◆ EXERCISE INSTRUCTIONS: Lines from the material below that hold the string "grid" are what is needed; copy each of them.

◆ DATASET RECORDS:
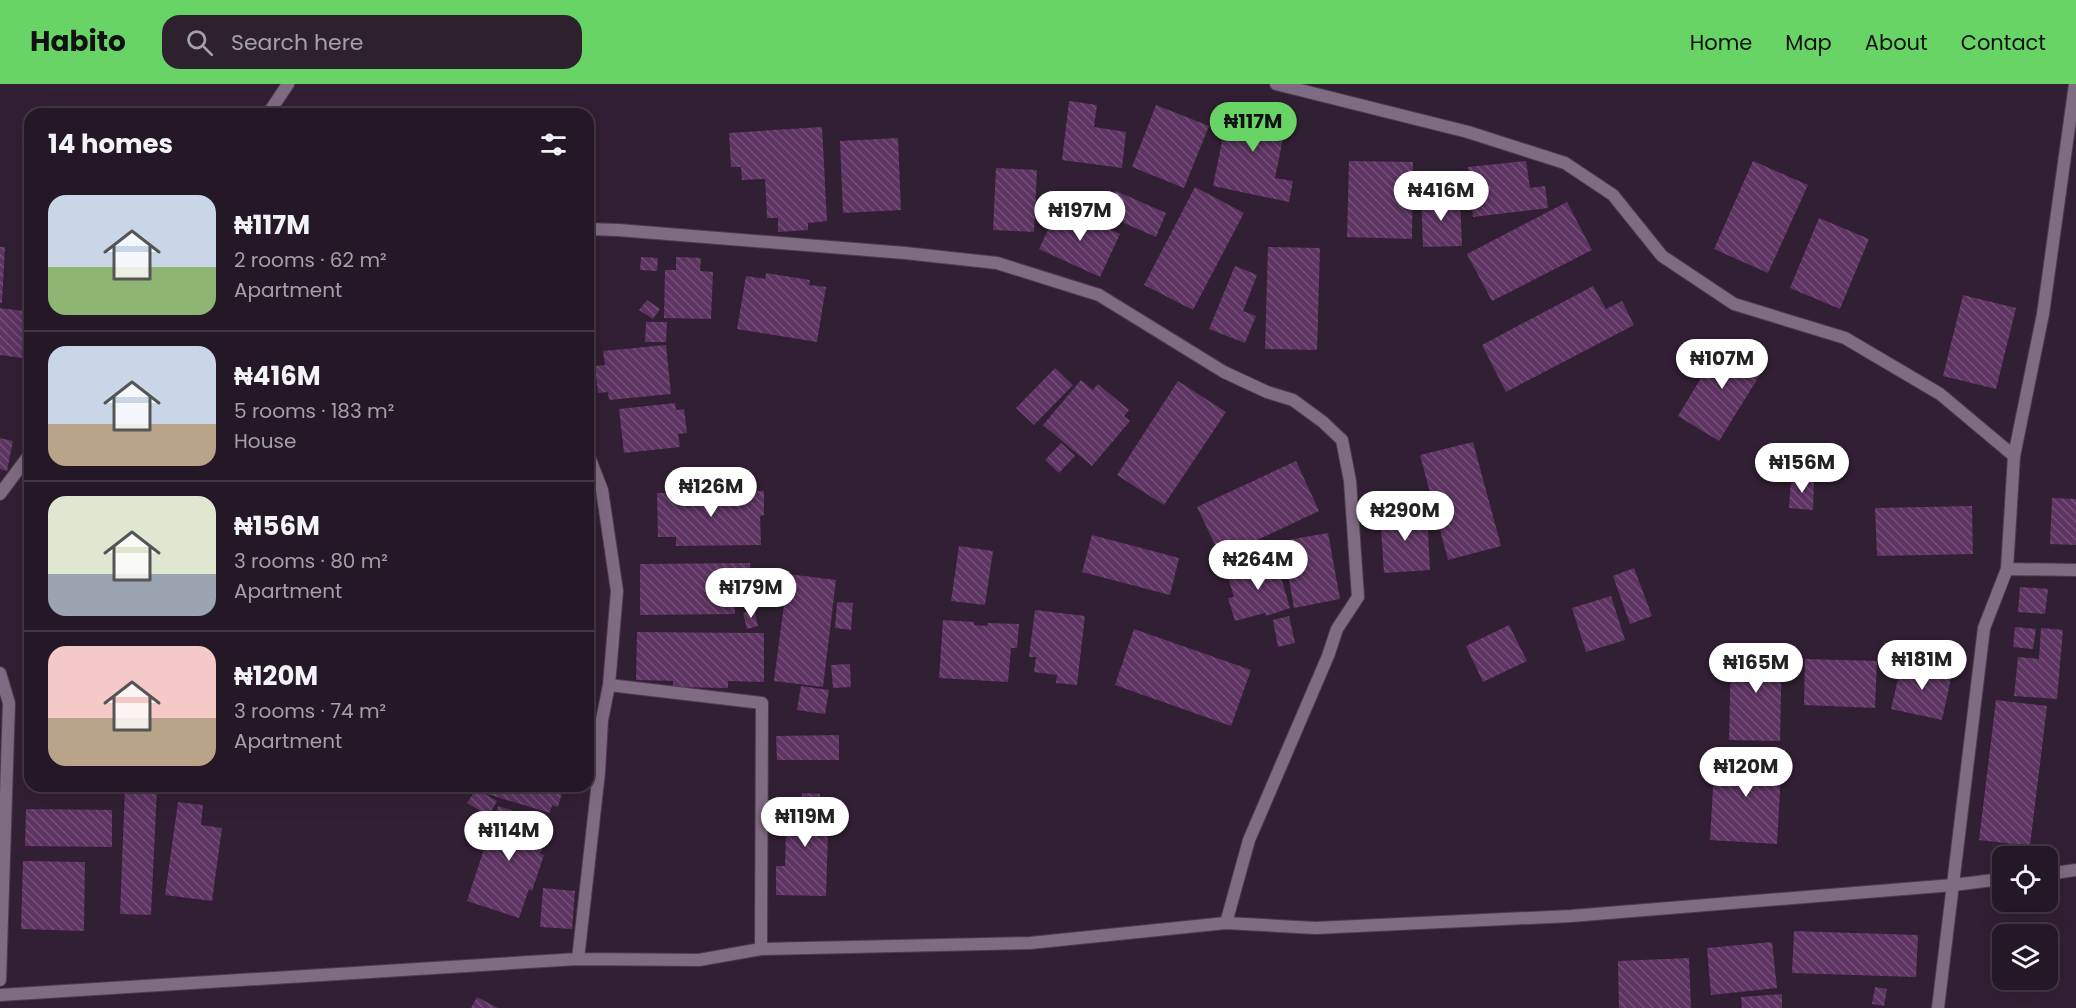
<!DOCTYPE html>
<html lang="en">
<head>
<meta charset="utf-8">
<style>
	:root { --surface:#251826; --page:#2d212e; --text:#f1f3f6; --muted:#a3a0a7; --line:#423743; --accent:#67d465 }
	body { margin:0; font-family:Poppins,sans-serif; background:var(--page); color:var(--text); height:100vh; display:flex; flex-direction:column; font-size:22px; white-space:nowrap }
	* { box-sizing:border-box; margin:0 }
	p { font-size:20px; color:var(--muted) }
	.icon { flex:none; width:33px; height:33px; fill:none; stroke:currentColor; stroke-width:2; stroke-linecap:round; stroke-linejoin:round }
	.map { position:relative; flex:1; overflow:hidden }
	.details { position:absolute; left:24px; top:24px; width:570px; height:684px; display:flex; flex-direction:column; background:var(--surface); border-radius:18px; box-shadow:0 6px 24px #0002,0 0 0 2px var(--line) }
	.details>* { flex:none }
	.buttons { position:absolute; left:1992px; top:762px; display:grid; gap:12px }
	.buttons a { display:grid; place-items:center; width:66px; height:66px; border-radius:12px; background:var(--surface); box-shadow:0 6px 24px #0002,0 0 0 2px var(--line); font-size:30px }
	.price { position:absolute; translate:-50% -51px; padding:0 14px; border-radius:21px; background:#fff; color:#222; font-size:20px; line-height:39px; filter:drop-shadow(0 2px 3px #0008) }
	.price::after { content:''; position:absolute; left:50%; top:36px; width:18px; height:14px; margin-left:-9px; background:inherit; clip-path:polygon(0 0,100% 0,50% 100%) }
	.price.on { background:var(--accent); color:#111 }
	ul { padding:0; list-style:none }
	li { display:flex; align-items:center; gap:18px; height:150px; padding:0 24px }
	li+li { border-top:2px solid var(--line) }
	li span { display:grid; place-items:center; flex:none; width:168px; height:120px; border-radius:18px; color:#555 }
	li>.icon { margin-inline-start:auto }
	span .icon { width:72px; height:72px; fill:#fffc; stroke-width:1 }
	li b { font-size:26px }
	h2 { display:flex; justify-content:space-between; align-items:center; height:72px; padding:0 24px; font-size:26px }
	header { display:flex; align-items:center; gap:36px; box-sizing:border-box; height:84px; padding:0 30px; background:var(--accent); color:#111 }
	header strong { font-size:28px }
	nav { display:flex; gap:33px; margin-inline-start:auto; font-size:21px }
	.search { width:420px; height:54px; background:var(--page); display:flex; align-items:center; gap:15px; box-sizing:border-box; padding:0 21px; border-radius:18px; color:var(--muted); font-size:22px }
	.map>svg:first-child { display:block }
	.building { fill:url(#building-back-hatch) }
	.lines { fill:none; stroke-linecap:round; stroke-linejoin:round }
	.street-casing { stroke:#4c3c4e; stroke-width:14 }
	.street { stroke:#806c82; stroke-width:12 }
</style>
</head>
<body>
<header>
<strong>Habito</strong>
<div class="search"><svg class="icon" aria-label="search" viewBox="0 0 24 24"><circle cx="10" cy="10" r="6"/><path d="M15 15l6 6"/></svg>Search here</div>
<nav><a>Home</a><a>Map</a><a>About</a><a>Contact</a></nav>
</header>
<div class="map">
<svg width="2076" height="924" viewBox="0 0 2076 924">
	<defs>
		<pattern id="building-back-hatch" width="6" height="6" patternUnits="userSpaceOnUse" patternTransform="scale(1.5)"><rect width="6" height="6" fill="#5d3462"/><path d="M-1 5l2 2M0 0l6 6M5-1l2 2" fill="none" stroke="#745078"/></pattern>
	</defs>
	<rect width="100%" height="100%" fill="#312033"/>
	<!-- building -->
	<path class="building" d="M 1069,17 L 1097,21 L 1094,43 L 1126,48 L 1122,84 L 1062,76 Z
		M 1230,18 L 1288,30 L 1275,94 L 1293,97 L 1289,118 L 1213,102 Z
		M 1156,21 L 1209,42 L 1184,104 L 1132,83 Z
		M 822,43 L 827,137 L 808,139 L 808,146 L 778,148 L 778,134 L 767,134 L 765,95 L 742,96 L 741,83 L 731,83 L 729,49 Z
		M 898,54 L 901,126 L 843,129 L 840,57 Z
		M 1349,77 L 1413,78 L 1412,155 L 1347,153 Z
		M 1526,77 L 1530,104 L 1545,102 L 1548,124 L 1473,133 L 1468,83 Z
		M 1753,77 L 1808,101 L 1768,189 L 1714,165 Z
		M 996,84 L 1037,86 L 1034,148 L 993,146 Z
		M 1195,103 L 1244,129 L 1193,226 L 1144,201 Z
		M 1116,107 L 1166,129 L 1156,153 L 1106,131 Z
		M 1460,114 L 1462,162 L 1423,163 L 1421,115 Z
		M 1567,118 L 1592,166 L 1492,217 L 1467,170 Z
		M 1059,122 L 1120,150 L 1100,193 L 1039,165 Z
		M 1819,134 L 1869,155 L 1840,225 L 1790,204 Z
		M 0,163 L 5,163 L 2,219 L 0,219 Z
		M 1268,163 L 1320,164 L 1317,266 L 1265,265 Z
		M 641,173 L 658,174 L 657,187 L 640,186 Z
		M 676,173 L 701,174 L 700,187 L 713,188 L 711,235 L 664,234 L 665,186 L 676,186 Z
		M 1235,182 L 1257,191 L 1243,227 L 1256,232 L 1245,259 L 1209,245 Z
		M 766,189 L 810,196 L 809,201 L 826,203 L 817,258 L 737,245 L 746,192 L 765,195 Z
		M 1593,202 L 1606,225 L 1622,217 L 1634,241 L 1506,308 L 1482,261 Z
		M 1963,211 L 2016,224 L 1996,305 L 1943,292 Z
		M 647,216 L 660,225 L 653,235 L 639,226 Z
		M 0,224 L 30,228 L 30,275 L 0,271 Z
		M 646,238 L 667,238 L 666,258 L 645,258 Z
		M 1724,256 L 1766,281 L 1719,357 L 1678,332 Z
		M 666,261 L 671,310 L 609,316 L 608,308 L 598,309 L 595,282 L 605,281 L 603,267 Z
		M 1055,284 L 1073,301 L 1034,341 L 1016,324 Z
		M 1081,296 L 1093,306 L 1098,300 L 1129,326 L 1124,332 L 1130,337 L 1092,382 L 1043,341 Z
		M 1178,297 L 1226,328 L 1164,421 L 1117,391 Z
		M 675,319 L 676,326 L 684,325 L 687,349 L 678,350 L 680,363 L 624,369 L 619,325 Z
		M 0,354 L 13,357 L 7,387 L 0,385 Z
		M 1473,358 L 1501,462 L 1448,476 L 1420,371 Z
		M 1061,359 L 1075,372 L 1059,389 L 1045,376 Z
		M 1296,377 L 1319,427 L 1221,473 L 1197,423 Z
		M 1791,395 L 1814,396 L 1813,426 L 1789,424 Z
		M 764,407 L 764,431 L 760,432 L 761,461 L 676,462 L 676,453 L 658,453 L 657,409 Z
		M 2052,414 L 2076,415 L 2076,461 L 2050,460 Z
		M 1972,422 L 1973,470 L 1877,472 L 1875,424 Z
		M 1427,427 L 1430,486 L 1384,489 L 1380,430 Z
		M 1328,449 L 1340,515 L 1294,524 L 1282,457 Z
		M 1092,451 L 1179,474 L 1170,511 L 1082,488 Z
		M 959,462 L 993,467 L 985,521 L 951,517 Z
		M 1276,476 L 1290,524 L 1266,532 L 1265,529 L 1235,537 L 1228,514 L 1234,513 L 1227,490 Z
		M 750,479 L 751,523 L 735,523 L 735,530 L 640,531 L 640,480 Z
		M 1634,484 L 1652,532 L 1630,540 L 1613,492 Z
		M 788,490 L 836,496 L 823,603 L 774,597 Z
		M 2020,503 L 2048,505 L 2045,530 L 2018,528 Z
		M 1611,512 L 1625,556 L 1586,568 L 1572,524 Z
		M 837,518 L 853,519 L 851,546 L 835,544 Z
		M 754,525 L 758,542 L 747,545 L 743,529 Z
		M 1035,526 L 1085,532 L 1077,601 L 1056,599 L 1057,591 L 1034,588 L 1036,573 L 1029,573 Z
		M 1289,532 L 1295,559 L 1278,563 L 1273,536 Z
		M 943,536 L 974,538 L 974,541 L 987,542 L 988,539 L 1019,540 L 1017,564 L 1011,564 L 1008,598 L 939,594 Z
		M 1509,541 L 1527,577 L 1483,598 L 1466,562 Z
		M 2015,543 L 2036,545 L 2033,565 L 2013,563 Z
		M 2041,544 L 2063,546 L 2057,615 L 2014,612 L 2018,573 L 2039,575 Z
		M 1134,545 L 1251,586 L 1231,642 L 1115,601 Z
		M 637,548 L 764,549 L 764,598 L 728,597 L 728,604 L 673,603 L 673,597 L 636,596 Z
		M 1731,563 L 1782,564 L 1780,657 L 1729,656 Z
		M 1805,575 L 1877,577 L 1875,624 L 1804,621 Z
		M 1902,578 L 1952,590 L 1942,636 L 1891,625 Z
		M 850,580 L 851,603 L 833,604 L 831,581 Z
		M 801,602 L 829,606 L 825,630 L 797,626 Z
		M 1996,616 L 2047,622 L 2030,762 L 1979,756 Z
		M 839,651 L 839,676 L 777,676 L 776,652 Z
		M 1715,668 L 1782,672 L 1777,760 L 1710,756 Z
		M 38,702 L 112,702 L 112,707 L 38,710 Z
		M 490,702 L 564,702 L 558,723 L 552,721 L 550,729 L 487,710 Z
		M 125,703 L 157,704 L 151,831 L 120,830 Z
		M 476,705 L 497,717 L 489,732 L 467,719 Z
		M 802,709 L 820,710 L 820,715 L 829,715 L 826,812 L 776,811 L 776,782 L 785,782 L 787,714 L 802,714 Z
		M 178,718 L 203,721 L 201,741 L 222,744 L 212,817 L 165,811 Z
		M 498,722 L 551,739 L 540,770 L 544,771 L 532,807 L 529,805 L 519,834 L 467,817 Z
		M 26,725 L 112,726 L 112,763 L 25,762 Z
		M 23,777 L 85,778 L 84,847 L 21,845 Z
		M 543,804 L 575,807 L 572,845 L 540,843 Z
		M 1794,847 L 1918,851 L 1916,893 L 1792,889 Z
		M 1772,858 L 1777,904 L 1711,911 L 1707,864 Z
		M 1689,874 L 1691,924 L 1619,924 L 1618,877 Z
		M 1875,903 L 1887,905 L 1884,922 L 1872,920 Z
		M 1782,910 L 1782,924 L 1742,924 L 1741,913 Z
		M 477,913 L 498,924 L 471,924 Z"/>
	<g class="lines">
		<defs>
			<path id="street" d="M 1276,0 L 1468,48 L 1565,79 L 1613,111 L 1662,172 L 1734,220 L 1845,254 L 1940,310 L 2014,372
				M 268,30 L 288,0
				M 588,145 L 618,146 L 905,169 L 997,179 L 1099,211 L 1224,288 L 1267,308 L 1293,316 L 1323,338 L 1342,356 L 1350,397 L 1358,513 L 1337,545 L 1328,572 L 1249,756 L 1226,839
				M 0,410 L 30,370
				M 2007,485 L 2076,486
				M 0,589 L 9,619 L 0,896
				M 609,601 L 762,619 L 761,865
				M 2048,790 L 2076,786
				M 578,875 L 599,688 L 602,636 L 609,601 L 617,507 L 602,406 L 588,370
				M 0,911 L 578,875 L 699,876 L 761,865 L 1030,859 L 1226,839 L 1315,844 L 1571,832 L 1953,801 L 2002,795
				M 1938,924 L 1984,544 L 2007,485 L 2014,372 L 2043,230 L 2075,0"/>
		</defs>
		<!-- street casing -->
		<use href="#street" class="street-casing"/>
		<!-- street -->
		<use href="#street" class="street"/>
	</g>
</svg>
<div class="buttons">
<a><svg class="icon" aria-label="locate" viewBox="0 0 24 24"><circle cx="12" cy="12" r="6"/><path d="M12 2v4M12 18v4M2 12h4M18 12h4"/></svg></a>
<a><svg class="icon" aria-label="layers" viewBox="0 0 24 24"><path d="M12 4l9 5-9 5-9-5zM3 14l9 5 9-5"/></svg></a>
</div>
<b class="price on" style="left:1253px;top:69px">₦117M</b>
<b class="price" style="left:1441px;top:138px">₦416M</b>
<b class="price" style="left:1080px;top:158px">₦197M</b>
<b class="price" style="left:1722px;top:306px">₦107M</b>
<b class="price" style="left:1802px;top:410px">₦156M</b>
<b class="price" style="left:711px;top:434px">₦126M</b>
<b class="price" style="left:1405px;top:458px">₦290M</b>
<b class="price" style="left:1258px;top:507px">₦264M</b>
<b class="price" style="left:751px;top:535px">₦179M</b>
<b class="price" style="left:1922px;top:607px">₦181M</b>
<b class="price" style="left:1756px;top:610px">₦165M</b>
<b class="price" style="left:1746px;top:714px">₦120M</b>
<b class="price" style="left:805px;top:764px">₦119M</b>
<b class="price" style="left:509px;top:778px">₦114M</b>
<section class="details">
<h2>14 homes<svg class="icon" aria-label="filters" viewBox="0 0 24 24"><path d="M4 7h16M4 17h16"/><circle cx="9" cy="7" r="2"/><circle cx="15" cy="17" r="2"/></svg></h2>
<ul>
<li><span style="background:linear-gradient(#c9d6e8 60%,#8fb573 0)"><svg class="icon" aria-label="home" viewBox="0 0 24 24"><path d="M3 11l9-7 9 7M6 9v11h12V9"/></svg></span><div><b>₦117M</b><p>2 rooms · 62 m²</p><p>Apartment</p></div></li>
<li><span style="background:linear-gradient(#c9d6e8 65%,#b9a48a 0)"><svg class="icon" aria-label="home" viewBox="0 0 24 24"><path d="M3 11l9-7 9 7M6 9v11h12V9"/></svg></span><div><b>₦416M</b><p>5 rooms · 183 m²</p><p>House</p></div></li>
<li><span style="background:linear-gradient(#dfe7d0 65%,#9aa5b1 0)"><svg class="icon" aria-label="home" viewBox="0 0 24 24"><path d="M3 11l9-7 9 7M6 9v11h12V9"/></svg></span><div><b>₦156M</b><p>3 rooms · 80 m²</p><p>Apartment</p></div></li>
<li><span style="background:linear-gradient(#f6c9c9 60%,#b9a48a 0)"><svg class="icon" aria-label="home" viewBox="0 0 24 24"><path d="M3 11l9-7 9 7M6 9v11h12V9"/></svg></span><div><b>₦120M</b><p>3 rooms · 74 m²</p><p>Apartment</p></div></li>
</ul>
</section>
</div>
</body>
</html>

◆ OUTPUT FOR THIS EXERCISE:
	.buttons { position:absolute; left:1992px; top:762px; display:grid; gap:12px }
	.buttons a { display:grid; place-items:center; width:66px; height:66px; border-radius:12px; background:var(--surface); box-shadow:0 6px 24px #0002,0 0 0 2px var(--line); font-size:30px }
	li span { display:grid; place-items:center; flex:none; width:168px; height:120px; border-radius:18px; color:#555 }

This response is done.